Instead he chose the infantry. Each year only one out of four thousand physically qualified young men joins the ranks of the Marine infantry, yet Ferkovich’s squad still reflected a cross-section of the nation. Of the twelve Marines, one was an immigrant applying for U.S. citizenship, one was African American, and four were Hispanic. Two came from self-described upper-middle-class homes; the rest were from working-class families. Ferkovich was an orphan, raised in foster homes. As diverse as they were, they had several traits in common. All had graduated from high school. All were volunteers. They had worked together as a team for over a year and were anxious to perform.

We asked them why they had chosen to join the Marines. They said that they wanted to do what was tough. Most mentioned they needed more discipline, and everyone knew what happens in Marine recruit depots: the drill instructors either shape you up or throw you out. Lance Corporal Answitz, twenty-four, had served in the Spetnatz, the Russian special forces, before emigrating to the United States. Spetnatz had pushed the recruits harder physically, he said, making them exercise in T-shirts in subzero weather, but the Corps was mentally tougher; those Marine drill instructors got inside your head.

A corporal mentioned a popular Super Bowl TV commercial, where a young guy climbs a mountain and fights a dragon with a sword. After slashing it in two, he turns into a Marine in dress blues. The others laughed, agreeing that was cool. Ray said that the commercial was about the transformation that takes place, as he put it, “when a lowly civilian earns the title Marine.” The men laughed.

I asked if the squad members bought that, saying I thought the commercial was over the top. Did they really like it? These macho young men hesitated to answer. Finally Ferkovich spoke up. “Absolutely, I believe it,” he said softly. The others then nodded or openly agreed in a variety of ways: “I’m different,” and “Back home, everyone says I’ve changed,” and “Yeah, I guess so.” We pulled on the thread a little more. “How about being an infantryman? Why did you choose that?” A couple said they didn’t choose, the Corps chose for them, but most indicated that they wanted to be infantrymen.

Once you decided to be a Marine, they agreed, you might as well be infantry–that’s the real Marine Corps. Only 15 percent of all Marines belonged to the infantry. Not many of their high school classmates had joined the military, and practically none were in the infantry. So being a Marine rifleman meant belonging to a small, exclusive club.

There were two squads assigned to seize the oil pumping station and the other squad leader, Cpl. Alejandro Garcia, nineteen, joined his friend Ferkovich for the final review. Garcia, as tall as Ferkovich, had a looser approach to life. He was from L.A. and on weekends drove there from the base to go dancing, he said, while “Ferk stays in the barracks and studies tactics.” The squad members nodded and laughed and Ferkovich, still serious, asked if we knew Colonel Boyd and about his theory.

Col.

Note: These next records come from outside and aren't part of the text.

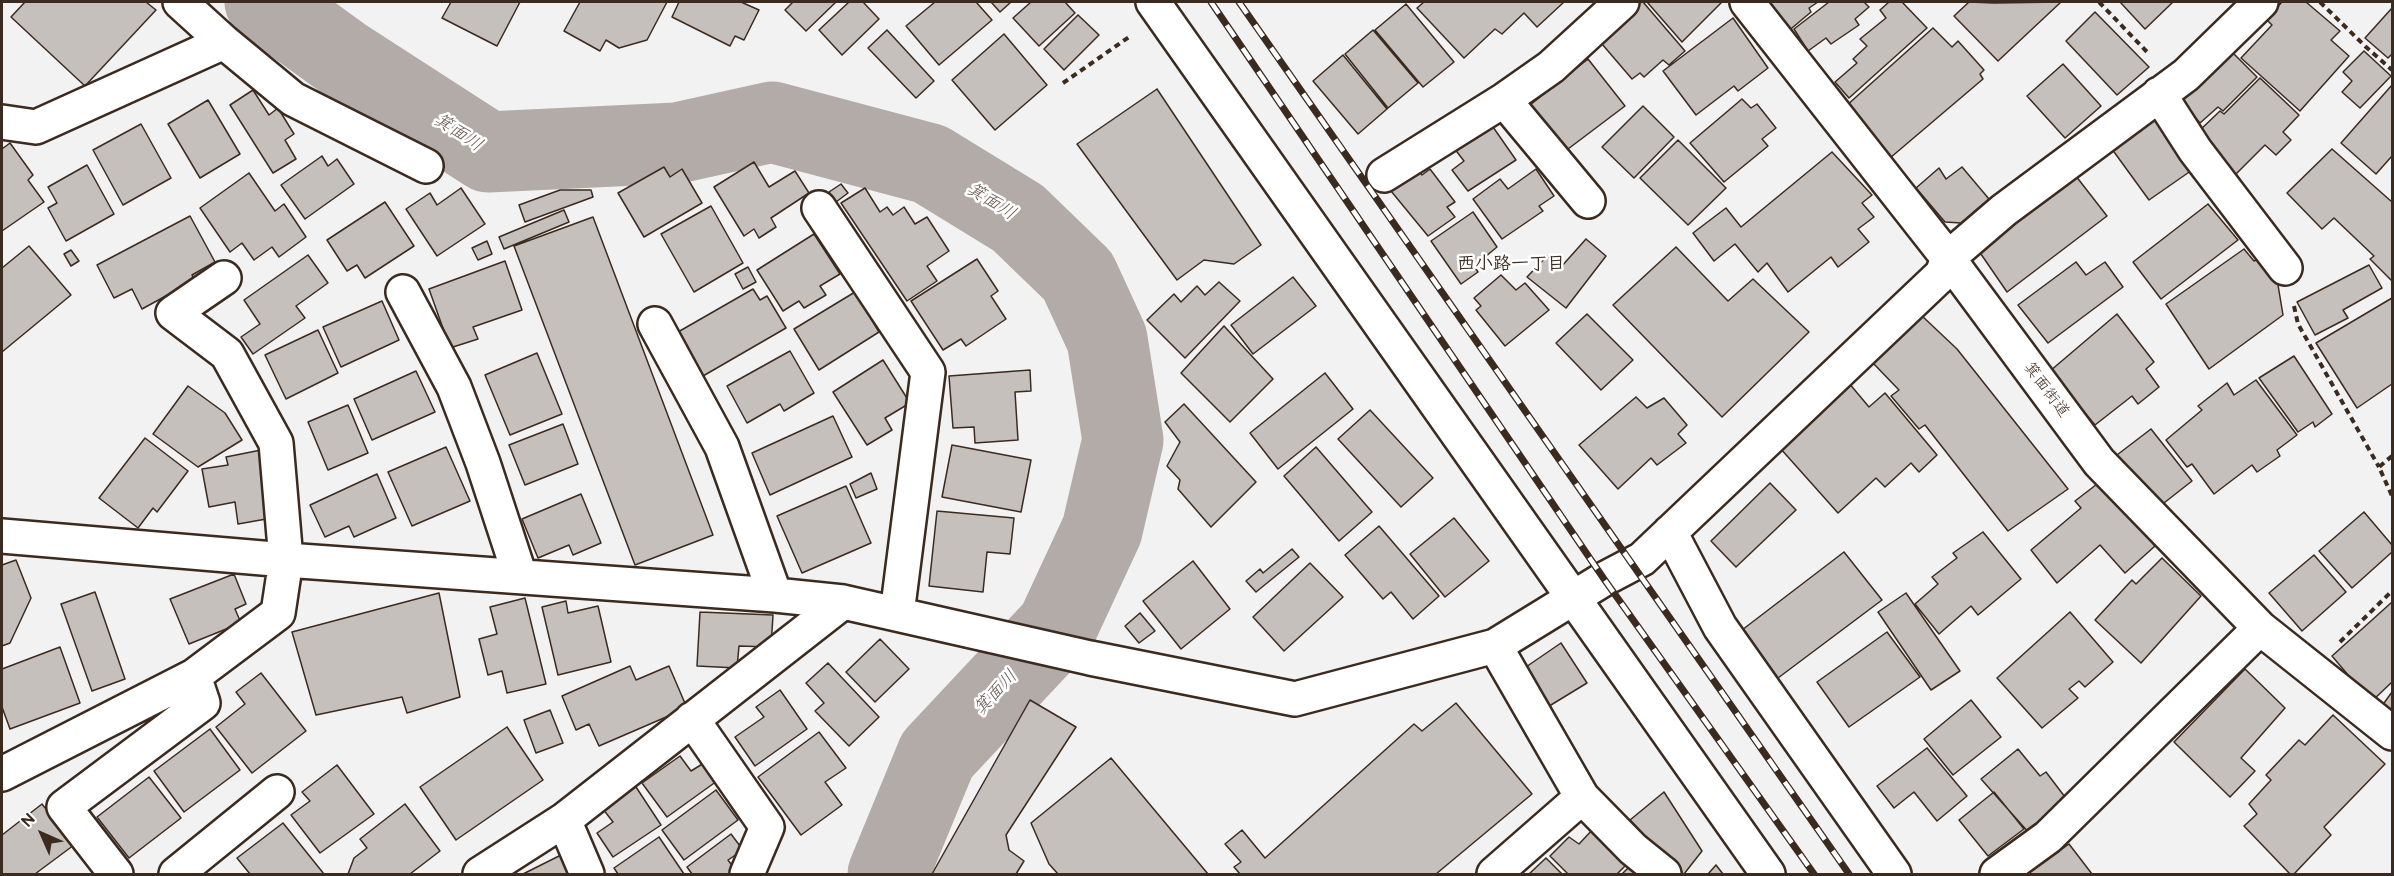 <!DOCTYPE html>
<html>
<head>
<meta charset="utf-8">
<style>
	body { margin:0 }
	#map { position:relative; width:2394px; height:876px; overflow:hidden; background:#f3f2f2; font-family:"Balsamiq Sans",sans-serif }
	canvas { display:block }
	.frame { position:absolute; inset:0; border:3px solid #3b2a1e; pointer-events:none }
	.north { position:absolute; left:12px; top:804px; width:60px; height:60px; -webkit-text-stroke:4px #fff; paint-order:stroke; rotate:315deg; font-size:16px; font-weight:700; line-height:24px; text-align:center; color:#3b2a1e }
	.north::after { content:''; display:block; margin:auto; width:21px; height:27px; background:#3b2a1e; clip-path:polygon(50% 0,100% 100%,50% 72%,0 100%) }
</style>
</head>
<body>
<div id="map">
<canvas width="2394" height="876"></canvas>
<div class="frame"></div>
<div class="north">N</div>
</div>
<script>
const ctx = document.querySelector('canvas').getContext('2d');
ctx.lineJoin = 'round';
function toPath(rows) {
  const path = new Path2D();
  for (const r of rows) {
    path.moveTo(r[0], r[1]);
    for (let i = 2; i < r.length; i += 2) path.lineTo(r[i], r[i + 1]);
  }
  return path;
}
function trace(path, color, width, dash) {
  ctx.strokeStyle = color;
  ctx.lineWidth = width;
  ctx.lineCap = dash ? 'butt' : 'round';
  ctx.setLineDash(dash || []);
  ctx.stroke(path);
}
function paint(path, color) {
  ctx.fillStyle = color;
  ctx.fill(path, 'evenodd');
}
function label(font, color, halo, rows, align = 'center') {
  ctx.font = font + ' "Balsamiq Sans","Klee One",sans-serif';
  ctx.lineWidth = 5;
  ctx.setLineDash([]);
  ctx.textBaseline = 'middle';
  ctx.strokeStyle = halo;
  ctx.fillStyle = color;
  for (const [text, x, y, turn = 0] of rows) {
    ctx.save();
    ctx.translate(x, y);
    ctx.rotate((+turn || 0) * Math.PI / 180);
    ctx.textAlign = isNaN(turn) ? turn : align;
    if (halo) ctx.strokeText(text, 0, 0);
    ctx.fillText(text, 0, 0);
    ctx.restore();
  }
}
trace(toPath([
	[265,2,344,59,488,152,677,143,772,122,930,164,1018,218,1078,276,1107,339,1123,440,1102,530,1057,627,937,755,888,874]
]), '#b2aba7', 81);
const building = toPath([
	[25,2,146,2,156,10,85,86,11,17,25,2],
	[451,2,520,2,497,46,442,18,451,2],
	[580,2,667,2,647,40,619,48,606,40,600,51,564,31,580,2],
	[679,2,741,2,759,10,744,40,735,36,730,46,672,17,679,2],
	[793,2,836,2,806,31,785,10,793,2],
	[849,2,863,2,879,19,842,55,819,30,849,2],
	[935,2,976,2,992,20,939,65,906,26,935,2],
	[991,2,1011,2,1000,12,991,2],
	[1031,2,1065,2,1075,13,1039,46,1013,18,1031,2],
	[1424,2,1564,2,1537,27,1524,13,1502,34,1495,29,1464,58,1417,8,1424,2],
	[1636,2,1643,2,1685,51,1669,65,1663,60,1644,77,1640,73,1632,79,1596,37,1636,2],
	[1647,2,1720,2,1721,3,1682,42,1647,2],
	[1761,2,1818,2,1809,8,1811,12,1786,33,1761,2],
	[1829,2,1864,2,1869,7,1855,19,1859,25,1831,44,1826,38,1808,51,1794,29,1829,2],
	[1889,2,1902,2,1927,28,1849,98,1835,82,1857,63,1853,59,1867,46,1860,39,1886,18,1880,10,1889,2],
	[1969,2,1994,3,2061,2,1998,61,1954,16,1969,2],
	[2120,2,2173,2,2145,29,2120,2],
	[2282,2,2306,2,2340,31,2331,40,2349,56,2300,111,2241,58,2272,25,2266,19,2282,2],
	[1406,4,1454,62,1423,87,1375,30,1406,4],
	[2392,8,2392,54,2388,58,2365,38,2392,8],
	[2095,12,2149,67,2117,95,2066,41,2095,12],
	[1078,15,1099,35,1064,70,1044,49,1078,15],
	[1733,18,1768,68,1738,91,1734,86,1696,115,1663,71,1733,18],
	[1933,28,1952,47,1958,41,1984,70,1980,74,1983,79,1890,158,1846,106,1933,28],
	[887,30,934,81,916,98,868,48,887,30],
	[1373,30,1418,83,1388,108,1345,54,1373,30],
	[1004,34,1047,85,995,130,952,80,1004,34],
	[2228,48,2257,77,2223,111,2218,107,2200,123,2182,103,2182,93,2228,48],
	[2364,51,2391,76,2360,108,2342,92,2352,81,2343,72,2364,51],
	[1343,55,1387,109,1358,134,1313,81,1343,55],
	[1588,59,1625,106,1568,149,1530,105,1588,59],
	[2063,64,2101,106,2065,138,2027,96,2063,64],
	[2260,78,2299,115,2283,132,2291,140,2276,155,2265,145,2236,174,2241,181,2236,186,2198,132,2220,111,2224,114,2260,78],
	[2392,85,2392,156,2376,174,2341,143,2392,85],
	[1157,89,1261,245,1234,264,1204,260,1177,280,1077,144,1157,89],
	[253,90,269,115,278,108,294,134,285,140,296,159,273,173,230,105,253,90],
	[1742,99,1751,108,1757,104,1776,128,1762,139,1768,146,1724,182,1690,143,1742,99],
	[208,100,240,154,200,178,168,124,208,100],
	[1643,106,1674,137,1634,178,1602,147,1643,106],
	[2150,115,2195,168,2149,200,2109,145,2150,115],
	[141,124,171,178,123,205,93,150,141,124],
	[1481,125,1486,131,1493,127,1516,160,1468,191,1452,170,1464,161,1447,139,1481,125],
	[1678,140,1726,188,1688,225,1640,178,1678,140],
	[10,143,33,175,28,180,44,202,2,231,2,149,10,143],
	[2332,149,2392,202,2392,281,2370,259,2374,256,2334,218,2322,229,2287,193,2332,149],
	[1832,152,1872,195,1862,203,1874,217,1858,229,1869,242,1838,267,1831,257,1788,292,1767,263,1758,272,1735,244,1714,261,1693,233,1726,208,1741,227,1832,152],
	[322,156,328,166,337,159,354,184,305,219,281,185,322,156],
	[754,162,769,187,795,171,809,193,771,218,776,227,759,238,754,229,744,236,714,187,754,162],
	[87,165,114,214,66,241,48,208,57,203,48,187,87,165],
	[664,167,670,177,682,169,702,203,644,237,618,193,664,167],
	[1962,167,1989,199,1961,223,1945,222,1916,188,1939,168,1946,179,1962,167],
	[1430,169,1455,202,1447,207,1455,217,1428,236,1391,191,1418,170,1422,175,1430,169],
	[1536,169,1554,196,1539,206,1543,211,1502,239,1473,199,1500,179,1508,189,1536,169],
	[2072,171,2107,216,2007,292,1972,241,2072,171],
	[249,173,275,211,284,204,306,237,279,257,272,247,254,260,242,243,230,252,200,208,249,173],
	[841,184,848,193,836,202,829,192,841,184],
	[461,188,485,224,437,256,406,209,430,193,437,205,461,188],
	[865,188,880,212,887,207,893,215,904,207,915,224,927,217,949,251,927,266,937,281,907,301,841,203,865,188],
	[560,190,591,190,593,197,525,222,519,205,560,190],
	[385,202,414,246,365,278,357,265,347,271,327,240,385,202],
	[2208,204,2238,240,2161,299,2133,262,2208,204],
	[711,206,743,263,694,292,661,234,711,206],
	[564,210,569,222,504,249,499,237,564,210],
	[1473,212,1497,247,1474,266,1478,272,1461,284,1431,241,1473,212],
	[190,216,215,262,192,275,195,280,142,309,132,289,114,298,97,265,190,216],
	[593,217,713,535,635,565,514,246,593,217],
	[814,234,840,274,820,286,826,295,804,308,799,301,783,311,757,270,814,234],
	[1586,239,1606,256,1566,308,1527,277,1547,256,1561,267,1586,239],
	[487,241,492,254,478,260,472,248,487,241],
	[29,246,71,295,2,352,2,268,29,246],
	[1676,247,1728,301,1753,279,1809,332,1722,417,1613,305,1676,247],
	[2244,249,2254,261,2264,256,2275,267,2283,315,2209,369,2166,304,2244,249],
	[71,250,79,261,71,266,64,254,71,250],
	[308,255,328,283,296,306,305,318,253,354,241,337,260,324,244,300,308,255],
	[977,259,998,291,991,296,1006,319,966,346,961,339,943,350,911,301,977,259],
	[505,261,522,310,473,327,478,339,450,348,429,289,505,261],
	[2076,262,2086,275,2105,262,2123,287,2048,343,2018,305,2076,262],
	[2369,265,2382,288,2343,310,2348,318,2315,335,2297,302,2369,265],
	[748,267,756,282,743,289,735,274,748,267],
	[1501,275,1516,290,1525,283,1549,310,1505,346,1476,310,1481,306,1474,298,1501,275],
	[1293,277,1316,306,1253,354,1231,325,1293,277],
	[1219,282,1240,301,1185,358,1147,320,1174,294,1181,302,1197,286,1205,295,1219,282],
	[753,289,760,300,767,296,786,328,703,376,678,332,753,289],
	[855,292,879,332,819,370,794,329,855,292],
	[2392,298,2392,384,2357,408,2316,343,2392,298],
	[382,301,399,340,341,367,323,327,382,301],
	[1587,314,1633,360,1601,390,1556,343,1587,314],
	[2117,314,2154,362,2146,369,2159,387,2138,404,2132,396,2095,425,2050,371,2117,314],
	[1921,315,1957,349,2068,489,2008,531,1925,425,1919,429,1891,396,1899,390,1872,362,1921,315],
	[1224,326,1273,379,1230,422,1181,373,1224,326],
	[318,330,338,373,286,399,265,355,318,330],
	[790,351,814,393,784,411,780,404,747,423,727,386,790,351],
	[537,353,562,414,510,435,485,375,537,353],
	[2294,356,2332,414,2315,427,2313,422,2298,432,2259,378,2294,356],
	[883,360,910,403,885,418,892,430,867,445,833,392,883,360],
	[1030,370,1031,391,1015,392,1018,440,975,443,974,427,953,428,949,376,1030,370],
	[416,371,435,412,372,440,354,399,416,371],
	[1325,373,1353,409,1278,469,1250,433,1325,373],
	[2256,380,2297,435,2277,450,2280,456,2257,472,2252,465,2214,494,2192,464,2187,467,2166,440,2202,410,2198,406,2227,383,2234,395,2256,380],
	[1848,382,1869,407,1885,393,1937,455,1919,472,1911,463,1885,487,1876,478,1838,513,1780,448,1848,382],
	[188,386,225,413,242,440,198,467,153,434,188,386],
	[1636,397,1647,408,1664,398,1687,425,1678,434,1686,443,1657,465,1651,458,1618,489,1579,445,1636,397],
	[1184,404,1256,482,1211,527,1178,489,1180,480,1167,466,1180,442,1165,422,1184,404],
	[348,405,368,453,328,470,308,422,348,405],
	[1370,410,1433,478,1401,507,1338,439,1370,410],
	[833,416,852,457,770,495,752,453,833,416],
	[563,424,578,464,525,485,509,445,563,424],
	[2151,429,2192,481,2155,510,2113,458,2151,429],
	[145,438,188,471,157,512,153,508,138,528,99,498,145,438],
	[952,445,1031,460,1021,512,942,497,952,445],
	[446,447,470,501,412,526,388,472,446,447],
	[1316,447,1372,512,1339,541,1284,476,1316,447],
	[261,450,272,518,238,524,235,502,209,507,202,469,228,465,226,457,261,450],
	[871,473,877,489,856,498,850,484,871,473],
	[377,474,396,518,354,537,349,526,325,537,310,505,377,474],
	[2101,481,2155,546,2125,573,2100,545,2057,583,2031,550,2081,508,2075,501,2101,481],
	[1770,483,1796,510,1736,567,1711,541,1770,483],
	[846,486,871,543,802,573,777,516,846,486],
	[581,494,601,543,573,555,569,545,538,558,522,519,581,494],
	[937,511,1014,518,1010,554,987,552,983,592,929,586,937,511],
	[2364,512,2392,545,2392,552,2352,588,2319,551,2364,512],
	[1454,518,1489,561,1445,597,1410,554,1454,518],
	[1379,526,1439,596,1413,619,1391,592,1383,599,1345,555,1379,526],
	[1983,532,2021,579,1978,615,1971,606,1939,634,1915,604,1938,584,1932,577,1957,558,1953,553,1983,532],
	[1292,549,1299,557,1256,592,1246,581,1260,569,1263,573,1292,549],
	[1844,552,1882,600,1778,678,1742,630,1844,552],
	[2314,555,2346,592,2302,631,2269,593,2314,555],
	[2162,558,2201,596,2141,663,2095,620,2132,580,2136,584,2162,558],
	[16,560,31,598,10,643,2,646,2,565,16,560],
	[1193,561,1230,609,1181,649,1143,601,1193,561],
	[1310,563,1343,597,1284,651,1253,617,1310,563],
	[234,574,246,604,235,609,241,623,189,644,170,599,234,574],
	[95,592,125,679,92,691,61,604,95,592],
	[439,593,460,697,407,713,402,697,316,715,292,632,439,593],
	[1906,593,1960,671,1931,690,1878,612,1906,593],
	[525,598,546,684,507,693,502,671,488,675,479,639,497,634,490,607,525,598],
	[566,601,568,613,598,606,611,662,558,675,542,607,566,601],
	[2392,602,2392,682,2371,702,2332,656,2392,602],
	[700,612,773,615,771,647,739,646,737,668,697,666,700,612],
	[2070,612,2113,662,2085,687,2079,681,2069,689,2078,698,2042,728,1997,678,2070,612],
	[1140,613,1155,631,1139,643,1125,626,1140,613],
	[1887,632,1920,677,1849,727,1817,682,1887,632],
	[880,639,909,669,875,702,846,672,880,639],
	[1561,643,1587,683,1546,708,1523,669,1561,643],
	[60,647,80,703,10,729,2,707,2,669,60,647],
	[828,663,879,717,849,746,815,711,824,703,806,683,828,663],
	[630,666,636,680,669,666,687,708,599,746,589,724,576,730,562,696,630,666],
	[2245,669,2285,708,2241,758,2255,771,2230,797,2174,742,2245,669],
	[261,673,306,731,252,773,216,727,245,704,236,692,261,673],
	[780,690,807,729,755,766,735,737,764,717,756,707,780,690],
	[2392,692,2392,720,2379,710,2392,692],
	[1030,700,1076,727,1006,835,1009,850,1024,861,1016,874,932,874,1030,700],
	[1971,700,2001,737,1953,775,1924,739,1971,700],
	[1456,703,1532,794,1436,874,1240,874,1234,867,1241,862,1225,844,1242,830,1265,858,1414,724,1422,731,1456,703],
	[550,710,563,743,536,753,524,720,550,710],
	[2333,715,2385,764,2324,827,2331,835,2294,874,2290,874,2244,826,2257,814,2249,804,2271,780,2266,775,2299,740,2305,745,2333,715],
	[507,727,543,780,456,840,420,787,507,727],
	[210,729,240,770,184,812,154,771,210,729],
	[819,732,846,768,825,782,842,805,801,835,758,777,819,732],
	[1927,748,1967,796,1937,821,1914,792,1894,808,1877,786,1927,748],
	[2018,749,2040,776,2046,772,2068,801,2030,834,1981,779,2018,749],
	[680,756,691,771,704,763,717,781,667,817,642,783,680,756],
	[1111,758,1208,874,1058,874,1049,864,1031,823,1111,758],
	[337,765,374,814,320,853,291,815,310,801,302,792,337,765],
	[149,777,181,818,129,858,97,817,149,777],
	[636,787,661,825,613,857,597,833,613,822,603,809,636,787],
	[716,790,738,820,684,860,662,830,716,790],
	[1664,792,1702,851,1684,874,1681,874,1630,820,1664,792],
	[1994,792,2024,829,1988,856,1959,820,1994,792],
	[42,804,74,845,35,874,2,874,2,835,42,804],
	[405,804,440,851,410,874,348,874,354,858,367,848,360,839,405,804],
	[283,823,324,874,250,874,237,858,283,823],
	[1595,827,1629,862,1617,874,1568,874,1550,856,1569,837,1579,844,1595,827],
	[731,834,743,850,728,860,736,871,732,874,692,874,687,867,731,834],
	[659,837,684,874,618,874,614,868,659,837],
	[2069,844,2092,874,2027,874,2069,844],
	[563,854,573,874,523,874,563,854],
	[1546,858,1562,874,1529,874,1546,858],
	[1633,863,1644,874,1622,874,1633,863],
	[1716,865,1723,874,1708,874,1716,865]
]);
paint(building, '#c6c0bd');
trace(building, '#3b2a1e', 1.5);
const minor = toPath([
	[180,2,224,42],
	[1153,2,1768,874],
	[1747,2,1948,258,2099,462,2260,628,2392,733],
	[2159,94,2195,150,2285,268],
	[1504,100,1588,201],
	[2,122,36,127,224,42,293,99,426,166],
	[1384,175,1504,100,1551,67,1622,2],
	[819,208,928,372,897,614],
	[403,292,454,387,483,463,520,576],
	[655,324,722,447,775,595],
	[1670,532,1720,627,1894,874],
	[2,536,286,560,775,595,843,602,1090,658,1295,699,1495,646,1604,579,1642,559,1942,274,1948,258,2004,210,2186,75,2261,2],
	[1495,646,1582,797,1633,849,1664,874],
	[692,719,767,827,747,874],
	[2,774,194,676,278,613,286,560,276,443,227,354,173,313,224,278],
	[564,820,587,874],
	[116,874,64,807,203,703,194,676],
	[176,874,277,792],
	[480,874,564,820,843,602],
	[1494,874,1582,797],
	[1997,874,2048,837,2260,628]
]);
trace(minor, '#3b2a1e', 38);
trace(toPath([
	[2099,2,2148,53],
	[2320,2,2366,47,2392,70],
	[1063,83,1129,37],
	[2294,306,2298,324,2379,467],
	[2392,456,2379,467,2392,496],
	[2340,642,2392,591]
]), '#3b2a1e', 4, [6, 4.5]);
trace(minor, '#fff', 33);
const rail = toPath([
	[1211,2,1604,579,1814,874],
	[1239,2,1849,874]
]);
trace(rail, '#3b2a1e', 7);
trace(rail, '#fff', 4.5, [14]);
label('16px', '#3b2a1e', '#fff', [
	["箕面街道",2046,390,53]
]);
label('italic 18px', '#65574e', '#fff', [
	["箕面川",458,133,33],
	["箕面川",991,202,32],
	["箕面川",996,693,-47]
]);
label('bold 18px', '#3b2a1e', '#fff', [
	["西小路一丁目",1511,264]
]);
</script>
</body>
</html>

John Boyd, U.S. Air Force, was a fighter pilot who theorized that battalions and divisions could win battles the same way fighter pilots did: by turning inside the enemy’s OODA loop. In order to shoot down another aircraft in a dogfight, Boyd wrote, you have to Observe what is going on, then Orient yourself in the battle, then Decide what to do, and lastly Act before your opponent has completed his OODA loop. According to Boyd, a fighter pilot didn’t win by faster reflexes; he won because his reflexes were connected to a brain that thought faster than the opponent.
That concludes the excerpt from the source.